Super Sue is everywhere. Super Sue greets each shopper at the store’s website where they get an invitation to play the Super Sue Game and win “free stuff!”
Next come the “Adventures of Super Sue,” where the real Sue Finneron introduces herself and the store to the public in a brief video. Then there’s the Super Sue Shootout where customers are invited to “Hit Super Sue three times to win a free voucher!”
Every page on the site has a Super Sue, cape and all.
Finneron went about making herself a personality in the area, hosting a weekly radio show. Show content is mixed, not just auto-focused.
The store also does a variety of charity work and telethons with Super Sue as the rep.
She says that there’s more to it than just attention getting. The store services all makes and offers subprime financing.
“A big part of what we do is subprime. That means customers for life. That’s my dad’s philosophy and mine,” she said. “We are solution providers. We get involved. We find out what the customer needs. We’re not here just to sell them a car.”
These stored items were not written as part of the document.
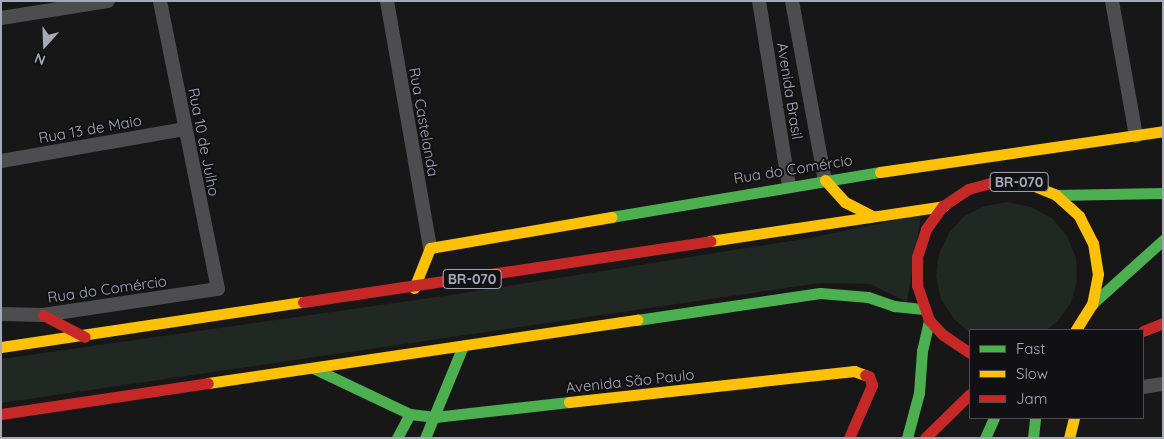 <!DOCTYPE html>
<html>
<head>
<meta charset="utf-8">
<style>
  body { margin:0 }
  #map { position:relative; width:1164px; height:439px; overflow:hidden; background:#171717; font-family:Quicksand,sans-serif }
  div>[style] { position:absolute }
  .green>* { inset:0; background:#212723 }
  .street>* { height:14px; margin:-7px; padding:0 7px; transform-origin:7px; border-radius:7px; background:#4d4d50 }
  .fast>* { height:11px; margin:-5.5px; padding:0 5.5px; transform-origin:5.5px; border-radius:5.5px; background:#4caf50 }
  .slow>* { height:11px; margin:-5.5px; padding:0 5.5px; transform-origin:5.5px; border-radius:5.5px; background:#ffc107 }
  .jam>* { height:11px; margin:-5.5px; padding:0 5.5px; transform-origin:5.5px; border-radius:5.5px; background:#c62828 }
  span { translate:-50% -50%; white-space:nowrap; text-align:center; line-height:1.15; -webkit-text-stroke:4px #111113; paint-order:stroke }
  .shield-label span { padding:1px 4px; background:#111113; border:1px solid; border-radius:4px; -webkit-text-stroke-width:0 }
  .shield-label { font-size:14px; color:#a8a9b7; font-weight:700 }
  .street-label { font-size:15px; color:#a8a9b7 }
  .frame { position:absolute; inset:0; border:2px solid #a8a9b7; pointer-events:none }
  .legend { position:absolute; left:969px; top:329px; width:175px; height:90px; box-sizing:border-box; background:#111113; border:1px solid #4d4e55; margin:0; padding:6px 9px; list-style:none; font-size:15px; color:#a8a9b7 }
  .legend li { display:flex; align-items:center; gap:10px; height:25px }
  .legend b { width:25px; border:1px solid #4d4e55 }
  .north { position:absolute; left:20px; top:20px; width:50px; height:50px; -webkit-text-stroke:4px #111113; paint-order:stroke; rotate:200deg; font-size:14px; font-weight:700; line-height:20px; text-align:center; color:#a8a9b7 }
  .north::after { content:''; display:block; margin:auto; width:18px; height:22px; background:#a8a9b7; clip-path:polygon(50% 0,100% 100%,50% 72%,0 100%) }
</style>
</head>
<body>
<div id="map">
  <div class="green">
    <div style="clip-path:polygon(1008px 202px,1031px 207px,1052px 218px,1067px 236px,1076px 258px,1077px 281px,1071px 303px,1057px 322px,1046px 330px,970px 333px,954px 319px,941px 299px,936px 277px,939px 254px,949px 233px,964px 216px,985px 206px)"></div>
    <div style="clip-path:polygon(921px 215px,907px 302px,870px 284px,820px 283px,1px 403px,1px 359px,451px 295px,810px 238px)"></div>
  </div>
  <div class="street">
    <div style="left:387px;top:1px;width:251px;rotate:80.1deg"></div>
    <div style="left:759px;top:1px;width:187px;rotate:80.8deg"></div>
    <div style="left:792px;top:1px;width:182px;rotate:79.6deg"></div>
    <div style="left:1112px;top:1px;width:137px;rotate:79.9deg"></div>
    <div style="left:1px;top:18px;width:108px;rotate:-9deg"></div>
    <div style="left:1px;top:161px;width:186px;rotate:-9.9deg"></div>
    <div style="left:1px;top:314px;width:42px;rotate:1.4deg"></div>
    <div style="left:43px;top:315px;width:177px;rotate:-8.5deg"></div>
    <div style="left:218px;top:289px;width:294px;rotate:-101.4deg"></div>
    <div style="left:1143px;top:387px;width:20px;rotate:-9deg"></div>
  </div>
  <div class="fast">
    <div style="left:1056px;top:195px;width:107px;rotate:-1.1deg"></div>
    <div style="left:611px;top:217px;width:273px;rotate:-9.5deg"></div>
    <div style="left:1092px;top:304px;width:96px;rotate:-42deg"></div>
    <div style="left:637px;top:320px;width:185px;rotate:-8.4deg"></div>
    <div style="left:820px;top:293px;width:48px;rotate:4.8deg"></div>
    <div style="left:868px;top:297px;width:28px;rotate:19deg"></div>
    <div style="left:894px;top:306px;width:30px;rotate:6deg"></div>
    <div style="left:313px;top:368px;width:107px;rotate:25.4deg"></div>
    <div style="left:410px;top:414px;width:25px;rotate:7deg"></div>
    <div style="left:435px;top:417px;width:135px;rotate:-6.4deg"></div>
    <div style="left:397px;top:438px;width:27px;rotate:-62deg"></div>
    <div style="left:425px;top:438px;width:100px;rotate:-67.6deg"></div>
    <div style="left:907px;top:438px;width:47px;rotate:-75.1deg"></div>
    <div style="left:919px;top:393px;width:42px;rotate:-85.9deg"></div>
    <div style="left:922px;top:351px;width:32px;rotate:-77deg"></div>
    <div style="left:985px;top:438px;width:22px;rotate:-66deg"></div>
    <div style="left:1033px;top:438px;width:20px;rotate:-84deg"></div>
  </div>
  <div class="slow">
    <div style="left:880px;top:172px;width:286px;rotate:-8.2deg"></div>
    <div style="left:825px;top:180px;width:30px;rotate:48deg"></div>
    <div style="left:845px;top:202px;width:31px;rotate:27deg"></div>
    <div style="left:998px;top:181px;width:29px;rotate:4deg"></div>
    <div style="left:1027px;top:183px;width:31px;rotate:22deg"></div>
    <div style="left:1056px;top:195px;width:31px;rotate:42deg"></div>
    <div style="left:1079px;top:216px;width:30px;rotate:63deg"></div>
    <div style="left:1093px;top:243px;width:31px;rotate:81deg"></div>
    <div style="left:1098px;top:274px;width:31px;rotate:101deg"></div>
    <div style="left:1092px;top:304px;width:31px;rotate:122deg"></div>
    <div style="left:710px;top:241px;width:236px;rotate:-8.5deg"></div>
    <div style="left:414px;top:288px;width:43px;rotate:-68.2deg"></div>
    <div style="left:430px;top:248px;width:184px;rotate:-9.7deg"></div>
    <div style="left:1px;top:347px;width:305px;rotate:-8.5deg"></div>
    <div style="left:208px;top:383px;width:434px;rotate:-8.4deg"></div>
    <div style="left:569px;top:402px;width:287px;rotate:-6.2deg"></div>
    <div style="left:854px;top:371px;width:12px;rotate:20deg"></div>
    <div style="left:1069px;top:438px;width:21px;rotate:-76deg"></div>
  </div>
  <div class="jam">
    <div style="left:303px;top:302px;width:412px;rotate:-8.5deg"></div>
    <div style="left:43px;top:315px;width:47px;rotate:27.6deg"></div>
    <div style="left:1143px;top:331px;width:22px;rotate:-22deg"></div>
    <div style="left:970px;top:353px;width:32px;rotate:-146deg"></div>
    <div style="left:943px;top:335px;width:21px;rotate:-133deg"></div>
    <div style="left:929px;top:320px;width:37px;rotate:-109deg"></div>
    <div style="left:917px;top:285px;width:28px;rotate:-90deg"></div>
    <div style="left:917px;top:257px;width:29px;rotate:-72deg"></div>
    <div style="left:926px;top:229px;width:29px;rotate:-54deg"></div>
    <div style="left:943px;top:206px;width:30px;rotate:-34deg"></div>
    <div style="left:968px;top:189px;width:31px;rotate:-15deg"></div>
    <div style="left:1px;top:414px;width:209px;rotate:-8.5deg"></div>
    <div style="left:849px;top:438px;width:58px;rotate:-66.5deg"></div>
    <div style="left:872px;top:385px;width:9px;rotate:-108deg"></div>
    <div style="left:869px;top:376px;width:4px;rotate:-166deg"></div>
    <div style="left:925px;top:438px;width:63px;rotate:-44.4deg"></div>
  </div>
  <div class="shield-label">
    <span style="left:1019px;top:182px">BR-070</span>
    <span style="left:472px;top:279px">BR-070</span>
  </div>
  <div class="street-label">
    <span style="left:790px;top:91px;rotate:81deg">Avenida Brasil</span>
    <span style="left:424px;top:122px;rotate:80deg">Rua Castelanda</span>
    <span style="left:90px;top:129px;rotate:-10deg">Rua 13 de Maio</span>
    <span style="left:204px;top:142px;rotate:79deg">Rua 10 de Julho</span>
    <span style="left:793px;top:169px;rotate:-9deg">Rua do Comércio</span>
    <span style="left:107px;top:289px;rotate:-8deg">Rua do Comércio</span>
    <span style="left:630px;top:381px;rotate:-6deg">Avenida São Paulo</span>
  </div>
  <div class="frame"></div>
  <ul class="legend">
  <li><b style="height:6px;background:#4caf50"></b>Fast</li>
  <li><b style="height:6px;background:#ffc107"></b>Slow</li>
  <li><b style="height:6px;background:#c62828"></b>Jam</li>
  </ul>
  <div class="north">N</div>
</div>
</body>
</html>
People know her. She’s used to being stopped in the grocery store even without the cape. And if they have a problem with their car, they’re not shy about telling her about it then and there.
And that means the store has to stand behind its product.
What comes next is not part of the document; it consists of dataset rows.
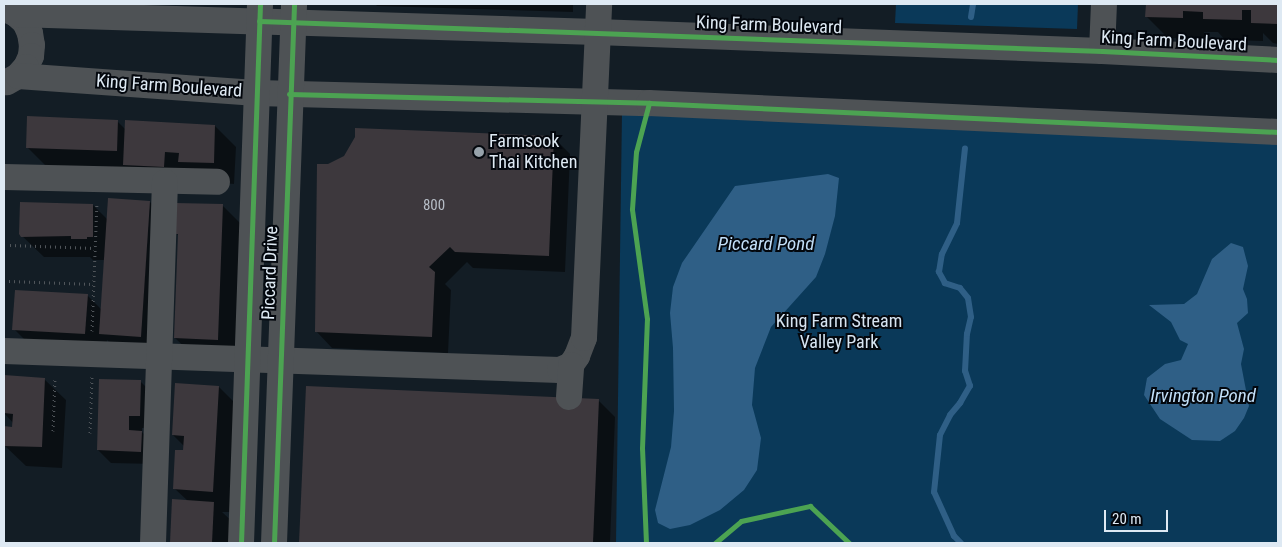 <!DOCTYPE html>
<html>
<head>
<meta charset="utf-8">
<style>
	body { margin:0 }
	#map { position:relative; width:1282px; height:547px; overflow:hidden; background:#131d25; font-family:"Roboto Condensed",sans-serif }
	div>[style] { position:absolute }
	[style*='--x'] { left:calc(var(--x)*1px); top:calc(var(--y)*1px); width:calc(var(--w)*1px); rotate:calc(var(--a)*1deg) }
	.green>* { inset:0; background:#0a3959 }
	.water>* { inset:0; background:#2f5f86 }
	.shadow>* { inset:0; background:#0007 }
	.stream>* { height:6px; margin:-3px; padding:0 3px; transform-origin:3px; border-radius:3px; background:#2f5f86 }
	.building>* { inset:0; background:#3d383d }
	.path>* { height:3px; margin-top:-1.5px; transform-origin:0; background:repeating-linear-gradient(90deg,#50555a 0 1px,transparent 0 5px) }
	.minor>* { height:26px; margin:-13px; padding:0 13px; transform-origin:13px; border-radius:13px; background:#4e5255 }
	.cycleway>* { height:5px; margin:-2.5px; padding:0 2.5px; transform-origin:2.5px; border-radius:2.5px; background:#4ca352 }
	.dots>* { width:14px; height:14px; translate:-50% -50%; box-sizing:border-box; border:2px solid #03070d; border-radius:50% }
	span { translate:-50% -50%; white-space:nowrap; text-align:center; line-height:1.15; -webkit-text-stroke:4px #03070d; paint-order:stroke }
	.number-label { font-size:15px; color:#b6bdc6 }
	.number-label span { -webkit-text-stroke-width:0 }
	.street-label { font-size:18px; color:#dee9f3 }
	.poi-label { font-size:18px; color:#dee9f3 }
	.left { translate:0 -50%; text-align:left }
	.park-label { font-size:18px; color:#d7e5f2 }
	.water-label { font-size:19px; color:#c2dff8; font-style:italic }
	.frame { position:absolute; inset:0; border:5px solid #dee9f3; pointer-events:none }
	.scale { position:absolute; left:1104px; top:510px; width:64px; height:22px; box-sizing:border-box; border:2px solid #dee9f3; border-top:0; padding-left:6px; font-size:15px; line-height:18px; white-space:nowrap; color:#dee9f3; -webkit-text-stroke:4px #03070d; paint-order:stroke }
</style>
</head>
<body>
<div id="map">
	<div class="green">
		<i style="clip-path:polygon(896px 4px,1078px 4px,1077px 29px,895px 23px)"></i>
		<i style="clip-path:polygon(622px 112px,1278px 143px,1278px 543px,616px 543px)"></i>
	</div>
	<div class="water">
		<i style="clip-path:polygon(828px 174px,839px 178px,835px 216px,825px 254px,816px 277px,771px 327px,755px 368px,752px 405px,761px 438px,757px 470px,744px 490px,720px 510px,690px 525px,670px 529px,658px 523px,655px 510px,671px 447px,674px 411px,673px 348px,670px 313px,673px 287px,682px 263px,735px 186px)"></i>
		<i style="clip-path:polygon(1231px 243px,1243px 247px,1248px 266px,1243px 289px,1247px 299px,1248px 313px,1237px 323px,1244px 349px,1241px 364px,1249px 406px,1244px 418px,1235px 431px,1220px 441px,1192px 440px,1160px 419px,1144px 395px,1147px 378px,1165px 364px,1181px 360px,1188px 344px,1180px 340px,1171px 322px,1149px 305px,1184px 304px,1197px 294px,1212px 259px)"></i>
	</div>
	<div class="shadow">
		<i style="clip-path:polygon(375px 4px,573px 4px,573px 12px,377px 6px)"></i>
		<i style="clip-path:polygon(1147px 4px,1278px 4px,1278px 44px,1273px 43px,1263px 33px,1263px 41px,1225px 40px,1218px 32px,1204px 32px,1204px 39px,1168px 38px,1146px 16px)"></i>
		<i style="clip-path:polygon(117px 121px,126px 130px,215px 126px,236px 147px,234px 184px,48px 168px,27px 147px)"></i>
		<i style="clip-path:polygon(553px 137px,570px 154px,565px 272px,473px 268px,467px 262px,445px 284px,451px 290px,448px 353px,332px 348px,316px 331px)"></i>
		<i style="clip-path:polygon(150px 202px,171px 224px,162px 358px,122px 355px,107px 340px,106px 355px,35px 350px,14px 329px,87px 295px,102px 310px,105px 260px,93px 260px,90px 257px,44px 257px,20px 234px,93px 205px,108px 220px)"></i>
		<i style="clip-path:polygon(223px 206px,244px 227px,239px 361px,197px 359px,175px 338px,179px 236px,176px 233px)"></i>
		<i style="clip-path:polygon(5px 377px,44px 379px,66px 400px,62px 468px,26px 466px,4px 445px,14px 424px,4px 413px)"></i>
		<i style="clip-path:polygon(141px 382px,154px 395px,153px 428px,142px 428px,142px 432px,154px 445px,154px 464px,111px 463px,98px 450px)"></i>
		<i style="clip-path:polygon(219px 387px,240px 408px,234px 512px,222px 512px,235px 524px,234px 543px,171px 543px,173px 501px,188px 501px,175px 489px,184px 446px,173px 435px)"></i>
		<i style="clip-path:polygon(307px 388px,598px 400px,615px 417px,610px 543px,301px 543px)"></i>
	</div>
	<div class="stream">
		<i style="--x:971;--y:17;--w:13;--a:-81"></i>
		<i style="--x:961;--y:543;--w:10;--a:-135"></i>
		<i style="--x:954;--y:536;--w:48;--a:-114.4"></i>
		<i style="--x:934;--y:492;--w:57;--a:-84"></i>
		<i style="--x:940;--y:435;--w:22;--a:-63"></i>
		<i style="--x:950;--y:415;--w:16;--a:-50"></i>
		<i style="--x:960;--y:403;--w:20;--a:-60"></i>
		<i style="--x:970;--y:386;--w:16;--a:-108"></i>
		<i style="--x:965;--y:371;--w:37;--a:-87"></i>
		<i style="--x:967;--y:334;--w:17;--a:-77"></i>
		<i style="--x:971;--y:317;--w:19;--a:-99"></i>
		<i style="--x:968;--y:298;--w:13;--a:-129"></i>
		<i style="--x:960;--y:288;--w:16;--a:-162"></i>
		<i style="--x:945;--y:283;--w:13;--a:-119"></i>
		<i style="--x:939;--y:272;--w:18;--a:-81"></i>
		<i style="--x:942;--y:254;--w:34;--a:-64"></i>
		<i style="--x:957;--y:223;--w:75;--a:-83.9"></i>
	</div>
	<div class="building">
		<i style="clip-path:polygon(1146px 4px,1278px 4px,1278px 24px,1251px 23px,1251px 10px,1242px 10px,1242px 20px,1203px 19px,1203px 12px,1183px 11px,1183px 18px,1145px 17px)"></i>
		<i style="clip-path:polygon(27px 116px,118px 120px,117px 151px,26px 148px)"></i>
		<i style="clip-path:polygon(125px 120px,215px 125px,214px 163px,178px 162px,179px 153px,165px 152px,164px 167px,123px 165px)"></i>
		<i style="clip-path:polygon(355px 128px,554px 136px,549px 256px,455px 252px,450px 247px,429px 267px,435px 272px,432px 337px,315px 332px,317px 164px,328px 164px,344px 156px,355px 137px)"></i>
		<i style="clip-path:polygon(108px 198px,150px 201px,141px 337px,99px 334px)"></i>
		<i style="clip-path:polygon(20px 202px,93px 204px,93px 237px,87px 237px,87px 239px,71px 239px,71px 236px,21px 237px,19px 234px)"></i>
		<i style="clip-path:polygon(175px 203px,223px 204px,218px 340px,174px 338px,178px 234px,175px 234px)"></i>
		<i style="clip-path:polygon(15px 290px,88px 294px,85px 334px,12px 330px)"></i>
		<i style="clip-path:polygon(4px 375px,45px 378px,42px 447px,4px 446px,4px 426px,12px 427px,13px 414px,4px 413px)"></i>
		<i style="clip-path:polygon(99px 379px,141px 380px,140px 416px,129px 416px,129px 430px,142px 431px,141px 452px,97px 450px)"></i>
		<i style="clip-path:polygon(175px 383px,219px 386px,213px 492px,173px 489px,175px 450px,183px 450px,184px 436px,172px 435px)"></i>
		<i style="clip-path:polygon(306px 386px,599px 399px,593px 543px,299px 543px)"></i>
		<i style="clip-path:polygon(172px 499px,214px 502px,212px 543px,170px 543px)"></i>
	</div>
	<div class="path">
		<i style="--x:10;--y:245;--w:85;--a:2"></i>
		<i style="--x:9;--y:281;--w:84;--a:2"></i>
		<i style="--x:92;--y:331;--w:128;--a:-87.8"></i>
		<i style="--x:53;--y:431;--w:54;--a:-87.9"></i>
		<i style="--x:90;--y:433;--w:57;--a:-88"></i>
	</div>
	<div class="minor">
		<i style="--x:5;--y:9;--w:12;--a:24"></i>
		<i style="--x:16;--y:14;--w:12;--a:42"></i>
		<i style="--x:25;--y:22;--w:12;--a:66"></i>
		<i style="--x:30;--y:33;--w:12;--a:81"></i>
		<i style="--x:32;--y:45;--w:11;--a:95"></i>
		<i style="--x:31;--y:56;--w:12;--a:114"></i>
		<i style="--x:26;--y:67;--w:12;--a:132"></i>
		<i style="--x:18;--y:76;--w:13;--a:151"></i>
		<i style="--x:16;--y:14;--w:581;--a:1.77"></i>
		<i style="--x:597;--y:32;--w:505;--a:2.15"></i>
		<i style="--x:1102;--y:51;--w:176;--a:2.9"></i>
		<i style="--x:1102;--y:51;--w:47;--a:-87.6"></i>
		<i style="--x:18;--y:76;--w:240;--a:4.1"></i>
		<i style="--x:257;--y:93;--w:392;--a:1.5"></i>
		<i style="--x:649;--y:103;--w:630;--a:2.64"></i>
		<i style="--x:4;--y:177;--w:213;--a:1.3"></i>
		<i style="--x:4;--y:351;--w:556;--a:1.96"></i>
		<i style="--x:560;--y:370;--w:12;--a:-24"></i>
		<i style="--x:571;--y:365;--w:11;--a:-56"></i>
		<i style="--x:577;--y:356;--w:19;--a:-69"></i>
		<i style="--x:584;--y:338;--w:334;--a:-87.4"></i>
		<i style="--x:569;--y:397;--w:32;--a:-86"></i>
		<i style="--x:153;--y:543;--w:361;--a:-88.1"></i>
		<i style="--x:241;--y:543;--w:539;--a:-87.98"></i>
		<i style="--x:274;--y:543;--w:539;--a:-87.87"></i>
	</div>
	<div class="cycleway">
		<i style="--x:259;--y:21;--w:844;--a:2.04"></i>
		<i style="--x:1102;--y:51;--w:176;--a:2.9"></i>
		<i style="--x:289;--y:94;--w:360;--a:1.4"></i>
		<i style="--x:649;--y:103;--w:630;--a:2.64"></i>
		<i style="--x:241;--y:543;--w:539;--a:-87.98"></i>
		<i style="--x:274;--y:543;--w:539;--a:-87.87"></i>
		<i style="--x:646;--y:543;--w:95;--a:-92.4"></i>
		<i style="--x:642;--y:448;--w:129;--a:-87.8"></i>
		<i style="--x:647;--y:319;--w:111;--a:-97.8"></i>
		<i style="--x:632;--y:209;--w:57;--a:-86"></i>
		<i style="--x:636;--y:152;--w:51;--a:-75.1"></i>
		<i style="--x:715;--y:543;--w:34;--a:-40"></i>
		<i style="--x:741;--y:521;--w:71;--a:-12.3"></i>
		<i style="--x:810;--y:506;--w:54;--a:43.5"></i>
	</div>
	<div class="dots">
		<i style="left:479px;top:152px;background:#97a2ab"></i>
	</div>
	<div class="number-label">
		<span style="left:434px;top:206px">800</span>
	</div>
	<div class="street-label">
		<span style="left:769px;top:25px;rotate:2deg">King Farm Boulevard</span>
		<span style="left:1174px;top:41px;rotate:3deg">King Farm Boulevard</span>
		<span style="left:169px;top:86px;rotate:4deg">King Farm Boulevard</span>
		<span style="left:270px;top:273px;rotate:-88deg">Piccard Drive</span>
	</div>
	<div class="poi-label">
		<span class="left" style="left:489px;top:152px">Farmsook<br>Thai Kitchen</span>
	</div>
	<div class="park-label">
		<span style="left:839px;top:332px">King Farm Stream<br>Valley Park</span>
	</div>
	<div class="water-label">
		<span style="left:766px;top:244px">Piccard Pond</span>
		<span style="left:1203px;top:396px">Irvington Pond</span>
	</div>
	<div class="frame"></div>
	<div class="scale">20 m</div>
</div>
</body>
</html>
“If a customer has an issue in service or sales, we do the right thing and handle it. Customers know they can count on us to do the right thing,” she says. “I put on my cape and find a way.”
She credits the store’s 29 employees with being a key part in the store’s success. The turnover is low – one staffer has been there for 35 years; six for over 25 years and more than half have been with the dealership for over 10 years. That means they know the customers.
Finneron says the store isn’t big on process.
“We are not a super process store. Big town dealers come to this town and try to do it that way. But one size doesn’t fit all. Different people need different things and being a small town dealer, we can do that.”
The 9,000 square-foot store sells about 550 new and used a year. She says that translates into a 12 per cent market share in her area versus the automaker’s eight per cent share nationwide.
“That’s pretty good because we are just tiny.”
In June, those sales numbers and the high level of customer satisfaction underlying them won the dealership Hyundai’s President’s Award of Merit for being the brand’s top-performing dealer in 2015.